● **Your goal**
From the data below, return only the lines from the one with "Map reading. Read" through the one with "Instruction: Describe the", exact and inclusive, with pictures left out.

● **Entries provided**
———
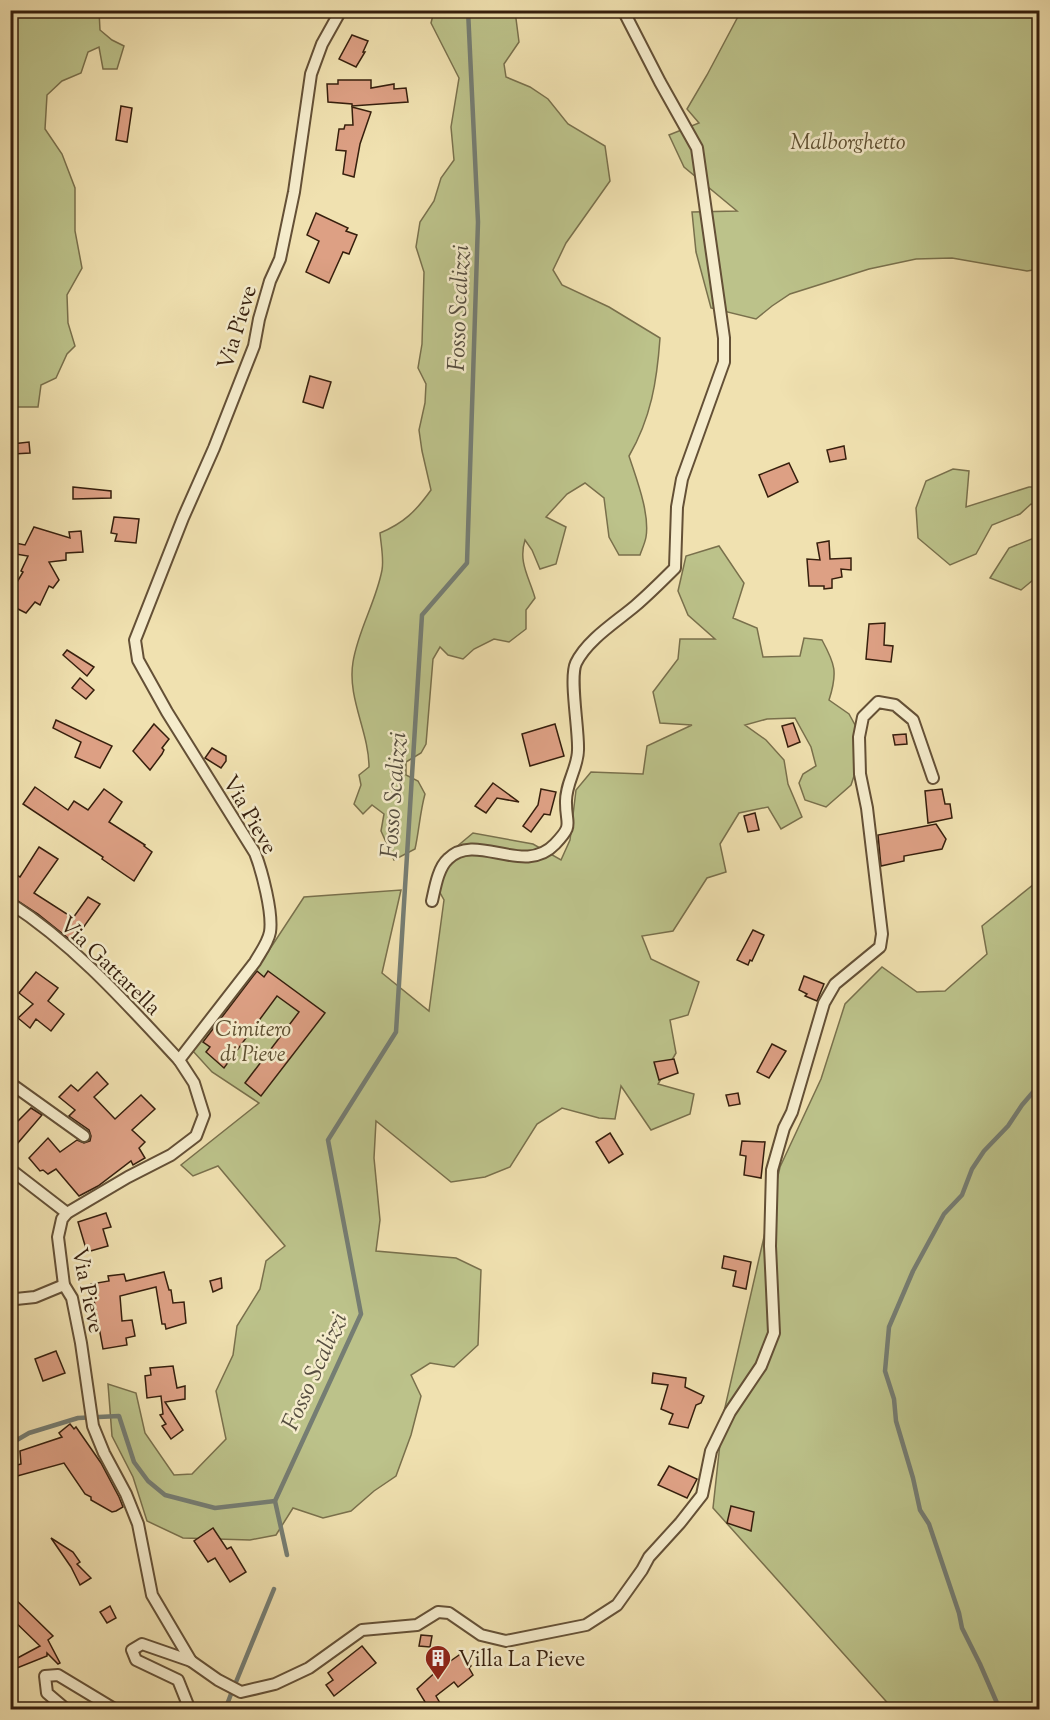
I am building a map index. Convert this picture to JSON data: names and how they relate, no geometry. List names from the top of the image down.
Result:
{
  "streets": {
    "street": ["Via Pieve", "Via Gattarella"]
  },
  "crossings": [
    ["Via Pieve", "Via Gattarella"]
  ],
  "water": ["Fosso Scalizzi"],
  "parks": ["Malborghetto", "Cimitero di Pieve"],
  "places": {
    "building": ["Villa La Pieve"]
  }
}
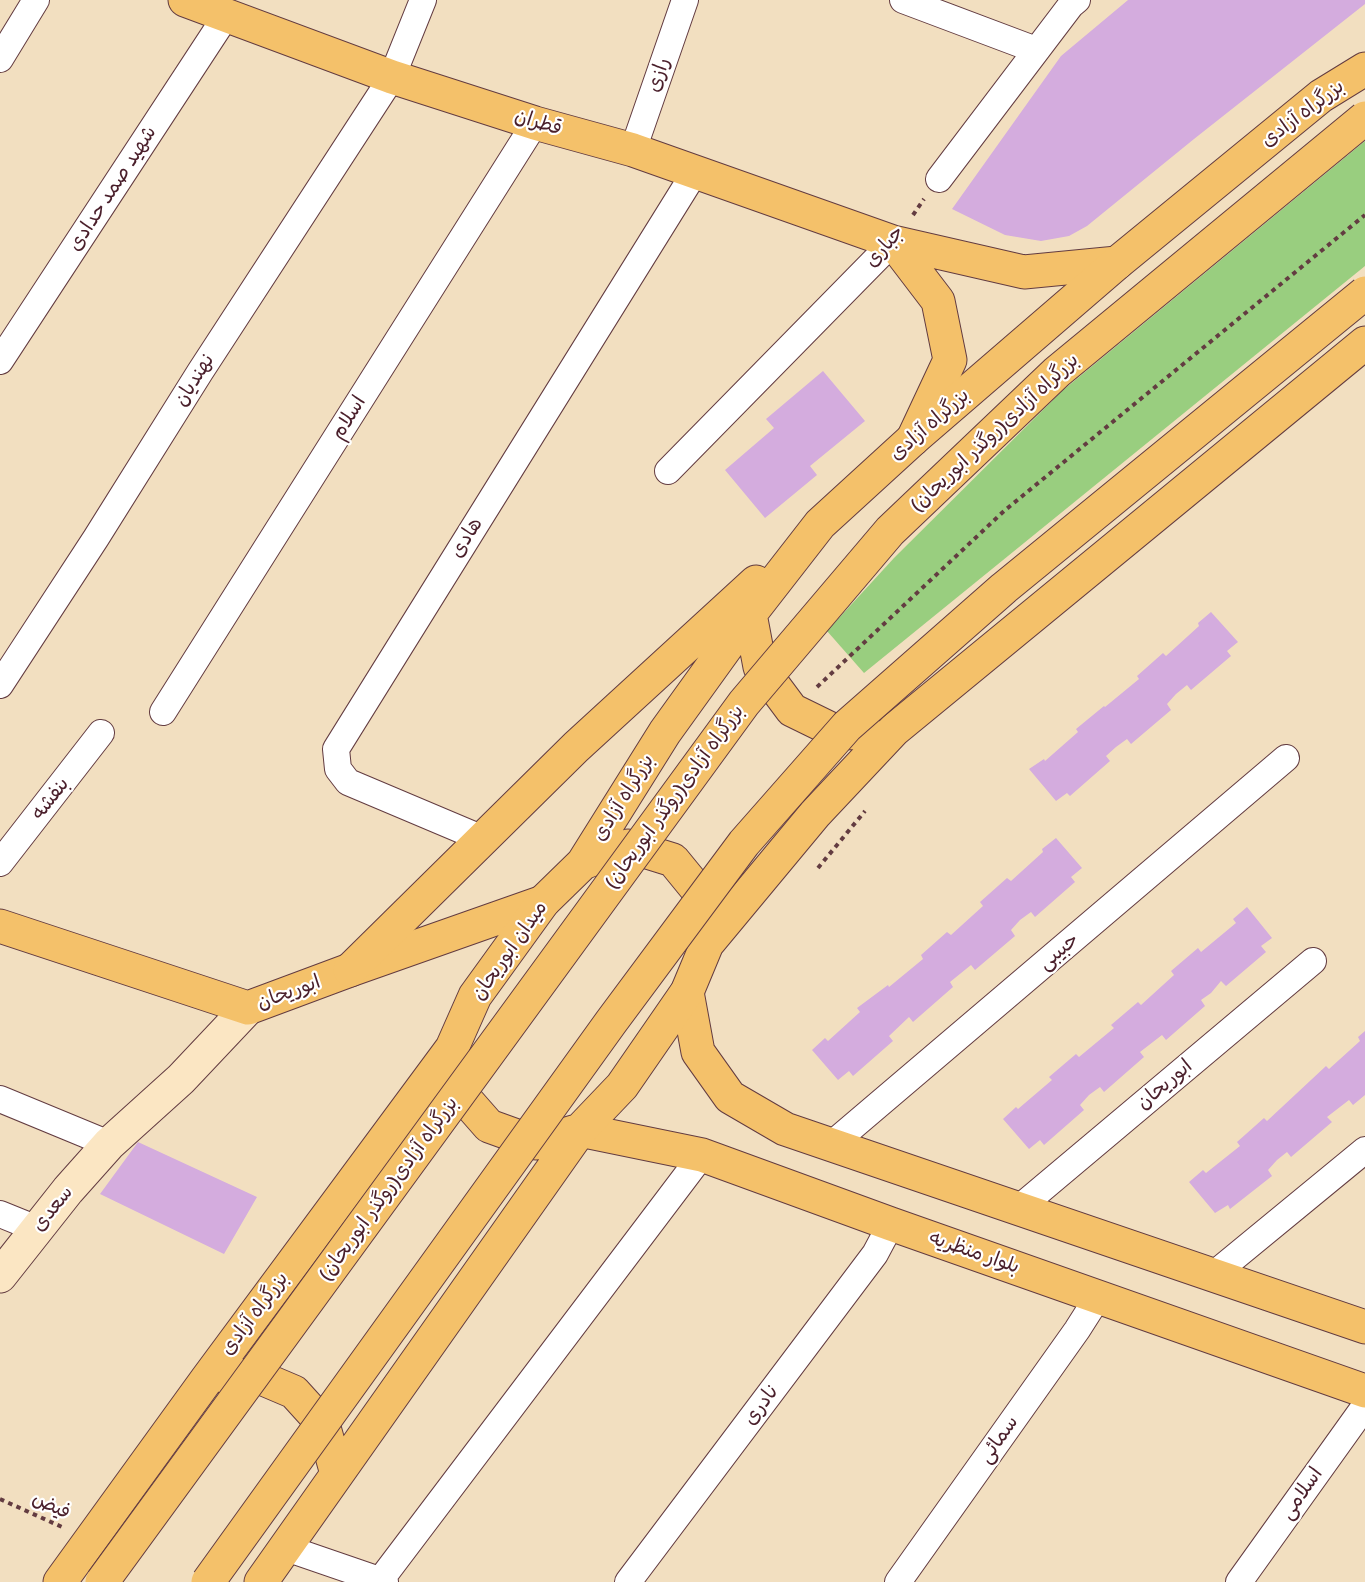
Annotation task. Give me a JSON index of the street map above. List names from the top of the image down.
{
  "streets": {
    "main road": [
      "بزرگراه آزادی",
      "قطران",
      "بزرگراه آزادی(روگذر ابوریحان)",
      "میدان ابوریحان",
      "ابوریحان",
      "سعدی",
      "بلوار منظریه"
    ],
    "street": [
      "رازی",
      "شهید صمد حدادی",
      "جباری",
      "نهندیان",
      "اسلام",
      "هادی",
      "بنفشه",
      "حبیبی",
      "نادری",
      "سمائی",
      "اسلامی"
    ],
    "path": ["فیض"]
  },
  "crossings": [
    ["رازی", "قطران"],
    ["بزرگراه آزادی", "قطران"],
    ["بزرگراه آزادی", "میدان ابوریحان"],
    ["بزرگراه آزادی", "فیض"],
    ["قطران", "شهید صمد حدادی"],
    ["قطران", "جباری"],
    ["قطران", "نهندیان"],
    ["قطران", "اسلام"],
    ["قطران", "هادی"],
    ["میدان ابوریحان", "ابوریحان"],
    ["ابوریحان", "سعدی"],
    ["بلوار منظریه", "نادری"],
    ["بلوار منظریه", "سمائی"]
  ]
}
———
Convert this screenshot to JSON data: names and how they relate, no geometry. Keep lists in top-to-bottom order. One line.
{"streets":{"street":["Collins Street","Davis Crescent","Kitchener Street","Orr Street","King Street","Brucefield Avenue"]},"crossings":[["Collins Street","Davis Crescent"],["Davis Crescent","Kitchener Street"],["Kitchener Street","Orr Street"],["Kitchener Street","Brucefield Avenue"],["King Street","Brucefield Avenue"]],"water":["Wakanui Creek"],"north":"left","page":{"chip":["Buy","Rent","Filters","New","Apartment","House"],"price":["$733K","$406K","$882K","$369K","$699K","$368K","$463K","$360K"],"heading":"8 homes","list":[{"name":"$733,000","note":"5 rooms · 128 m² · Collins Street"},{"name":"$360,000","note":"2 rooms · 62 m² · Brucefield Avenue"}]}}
———
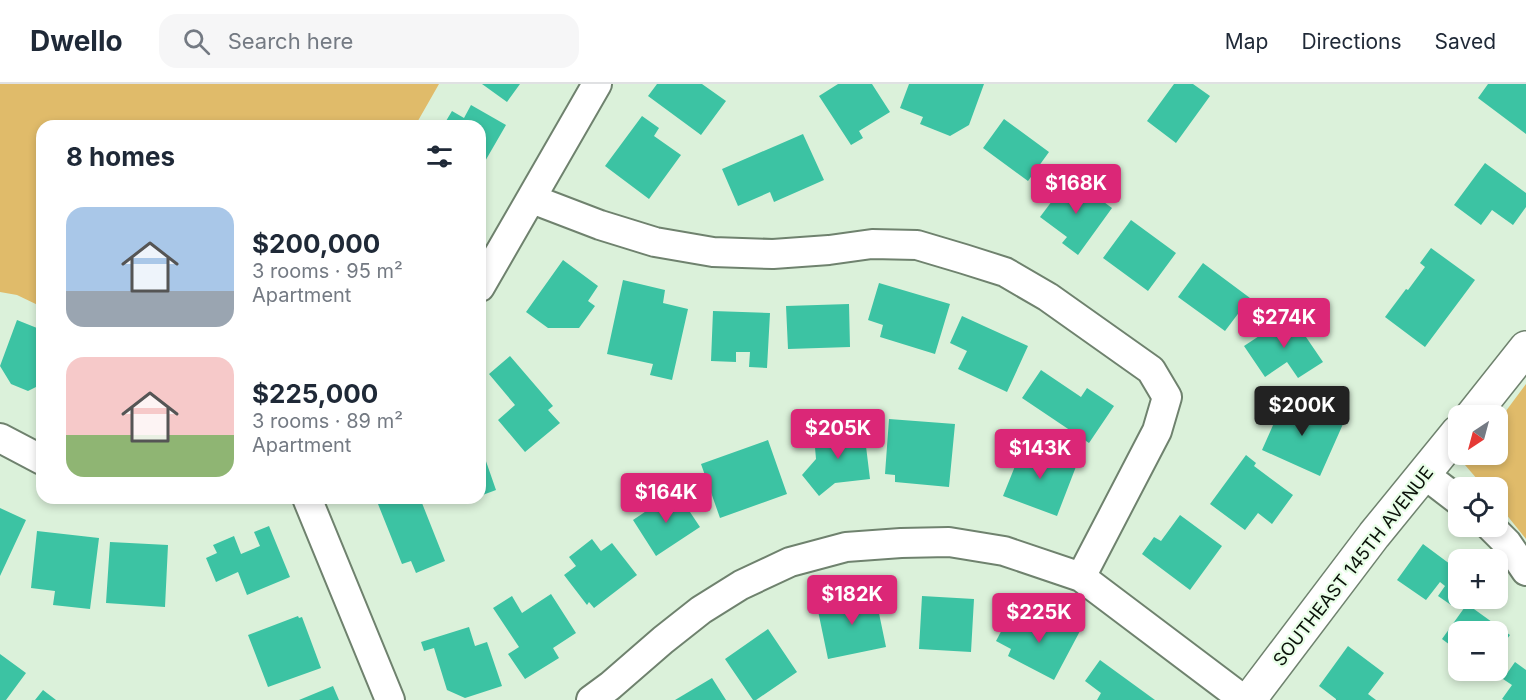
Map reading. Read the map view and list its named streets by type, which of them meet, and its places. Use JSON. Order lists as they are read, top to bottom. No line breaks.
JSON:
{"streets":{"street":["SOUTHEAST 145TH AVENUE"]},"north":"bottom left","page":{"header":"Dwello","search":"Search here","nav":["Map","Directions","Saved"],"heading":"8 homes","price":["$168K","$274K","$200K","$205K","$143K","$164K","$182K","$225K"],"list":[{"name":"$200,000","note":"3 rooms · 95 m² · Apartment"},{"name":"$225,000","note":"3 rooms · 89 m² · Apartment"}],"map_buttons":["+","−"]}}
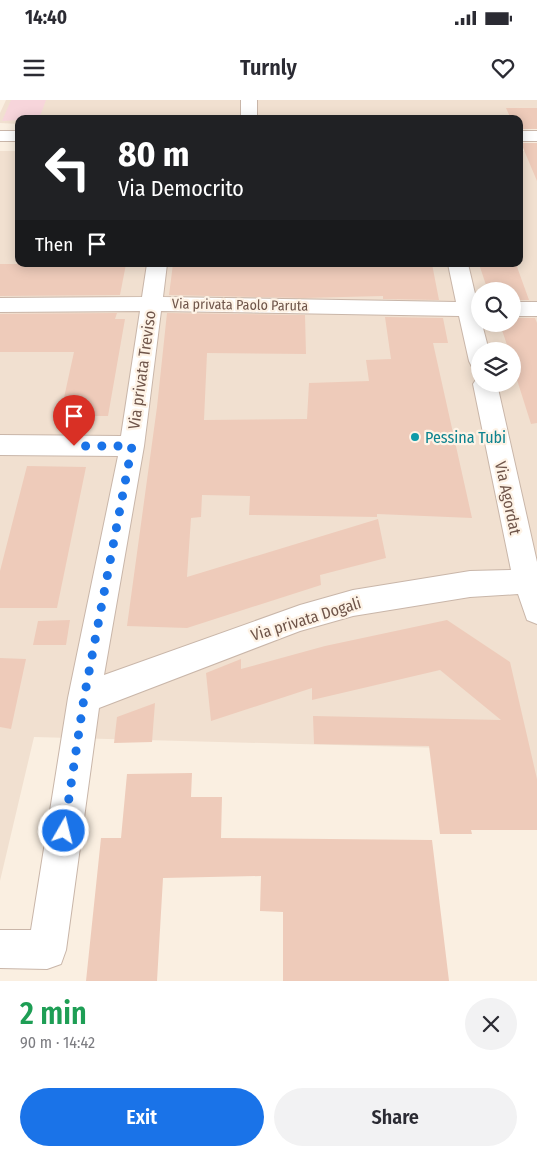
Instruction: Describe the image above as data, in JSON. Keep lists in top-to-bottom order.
———
● **Problem solution**
Map reading. Read the map view and list its named streets by type, which of them meet, and its places. Use JSON. Order lists as they are read, top to bottom. No line breaks.
JSON:
{"streets":{"street":["SOUTHEAST 145TH AVENUE"]},"north":"bottom left","page":{"header":"Dwello","search":"Search here","nav":["Map","Directions","Saved"],"heading":"8 homes","price":["$168K","$274K","$200K","$205K","$143K","$164K","$182K","$225K"],"list":[{"name":"$200,000","note":"3 rooms · 95 m² · Apartment"},{"name":"$225,000","note":"3 rooms · 89 m² · Apartment"}],"map_buttons":["+","−"]}}
Instruction: Describe the image above as data, in JSON. Keep lists in top-to-bottom order.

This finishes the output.